CPU Bandwidth Control

CFS bandwidth throttling: how the kernel enforces hard CPU limits

What bandwidth control does

CPU weight (shares) controls the proportion of CPU a group gets when the system is busy. Bandwidth control caps the absolute amount — a group set to 50% will be throttled to 50% even if the other 99% of CPU is idle.
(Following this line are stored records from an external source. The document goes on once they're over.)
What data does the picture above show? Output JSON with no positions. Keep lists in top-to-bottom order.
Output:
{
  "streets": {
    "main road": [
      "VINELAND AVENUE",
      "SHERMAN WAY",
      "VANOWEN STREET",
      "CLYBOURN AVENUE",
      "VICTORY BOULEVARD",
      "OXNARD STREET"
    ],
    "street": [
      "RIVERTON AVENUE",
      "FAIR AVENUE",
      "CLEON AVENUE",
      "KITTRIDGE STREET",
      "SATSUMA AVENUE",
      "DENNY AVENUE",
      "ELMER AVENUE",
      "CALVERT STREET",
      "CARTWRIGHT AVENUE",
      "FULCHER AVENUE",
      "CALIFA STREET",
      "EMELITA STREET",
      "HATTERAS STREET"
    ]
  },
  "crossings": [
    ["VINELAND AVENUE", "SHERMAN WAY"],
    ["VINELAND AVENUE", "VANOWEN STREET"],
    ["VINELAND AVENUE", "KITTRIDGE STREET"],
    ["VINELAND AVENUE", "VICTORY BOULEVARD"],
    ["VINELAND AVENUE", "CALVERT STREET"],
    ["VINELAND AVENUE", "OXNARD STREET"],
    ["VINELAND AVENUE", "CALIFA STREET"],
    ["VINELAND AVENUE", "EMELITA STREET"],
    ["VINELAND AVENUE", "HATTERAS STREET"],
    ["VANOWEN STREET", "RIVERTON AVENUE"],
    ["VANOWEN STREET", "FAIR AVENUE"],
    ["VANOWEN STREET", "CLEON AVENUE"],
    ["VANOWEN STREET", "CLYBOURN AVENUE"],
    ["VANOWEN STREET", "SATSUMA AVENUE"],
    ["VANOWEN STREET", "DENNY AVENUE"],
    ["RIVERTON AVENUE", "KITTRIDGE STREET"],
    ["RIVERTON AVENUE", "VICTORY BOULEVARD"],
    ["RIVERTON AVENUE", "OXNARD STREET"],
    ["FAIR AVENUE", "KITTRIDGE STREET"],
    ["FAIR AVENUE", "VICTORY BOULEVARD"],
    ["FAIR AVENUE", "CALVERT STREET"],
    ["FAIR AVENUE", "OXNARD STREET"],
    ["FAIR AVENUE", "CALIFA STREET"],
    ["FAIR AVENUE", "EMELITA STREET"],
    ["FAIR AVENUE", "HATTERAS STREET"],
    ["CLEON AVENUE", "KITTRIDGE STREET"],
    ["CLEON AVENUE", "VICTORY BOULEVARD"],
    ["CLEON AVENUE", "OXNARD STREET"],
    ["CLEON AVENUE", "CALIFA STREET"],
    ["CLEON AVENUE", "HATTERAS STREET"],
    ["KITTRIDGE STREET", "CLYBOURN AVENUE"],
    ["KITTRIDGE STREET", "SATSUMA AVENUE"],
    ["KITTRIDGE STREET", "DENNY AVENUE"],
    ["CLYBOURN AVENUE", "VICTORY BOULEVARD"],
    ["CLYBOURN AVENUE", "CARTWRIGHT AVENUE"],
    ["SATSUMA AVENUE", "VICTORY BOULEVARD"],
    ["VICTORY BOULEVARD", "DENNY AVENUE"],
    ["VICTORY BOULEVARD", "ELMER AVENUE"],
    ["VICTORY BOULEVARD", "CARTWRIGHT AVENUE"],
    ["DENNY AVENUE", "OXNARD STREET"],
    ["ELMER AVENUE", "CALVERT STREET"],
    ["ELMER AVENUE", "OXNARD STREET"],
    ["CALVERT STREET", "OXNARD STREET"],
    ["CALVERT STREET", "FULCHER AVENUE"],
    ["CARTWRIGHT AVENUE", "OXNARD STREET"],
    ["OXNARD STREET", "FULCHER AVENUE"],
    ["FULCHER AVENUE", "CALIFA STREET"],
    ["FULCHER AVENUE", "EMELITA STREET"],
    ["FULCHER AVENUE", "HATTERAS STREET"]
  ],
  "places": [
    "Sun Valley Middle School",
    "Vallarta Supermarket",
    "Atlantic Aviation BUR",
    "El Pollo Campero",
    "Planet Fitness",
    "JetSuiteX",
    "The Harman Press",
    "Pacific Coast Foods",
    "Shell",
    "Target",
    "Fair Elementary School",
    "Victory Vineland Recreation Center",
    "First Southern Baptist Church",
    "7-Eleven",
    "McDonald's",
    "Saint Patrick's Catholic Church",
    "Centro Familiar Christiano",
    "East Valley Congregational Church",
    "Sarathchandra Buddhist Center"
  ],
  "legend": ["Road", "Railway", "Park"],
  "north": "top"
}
This matters for: - Predictable latency: Ensure a group never monopolizes the CPU - Multi-tenant isolation: Prevent one tenant from starving others - Resource accounting: Know exactly how much CPU a container is using

How it's configured

# v2 interface (unified)
# Format: "quota_us period_us" or "max period_us" for unlimited
cat /sys/fs/cgroup/mygroup/cpu.max
# 200000 100000  → 200ms every 100ms = 2 CPUs worth

echo "50000 100000" > /sys/fs/cgroup/mygroup/cpu.max  # 50% of 1 CPU

# v1 interface (separate files)
echo 50000  > /sys/fs/cgroup/cpu/mygroup/cpu.cfs_quota_us
echo 100000 > /sys/fs/cgroup/cpu/mygroup/cpu.cfs_period_us

The bandwidth is quota / period. For a quota of 200ms and period of 100ms, the group can use 2 CPUs concurrently (200% utilization). The quota is a wall-clock budget, not per-CPU.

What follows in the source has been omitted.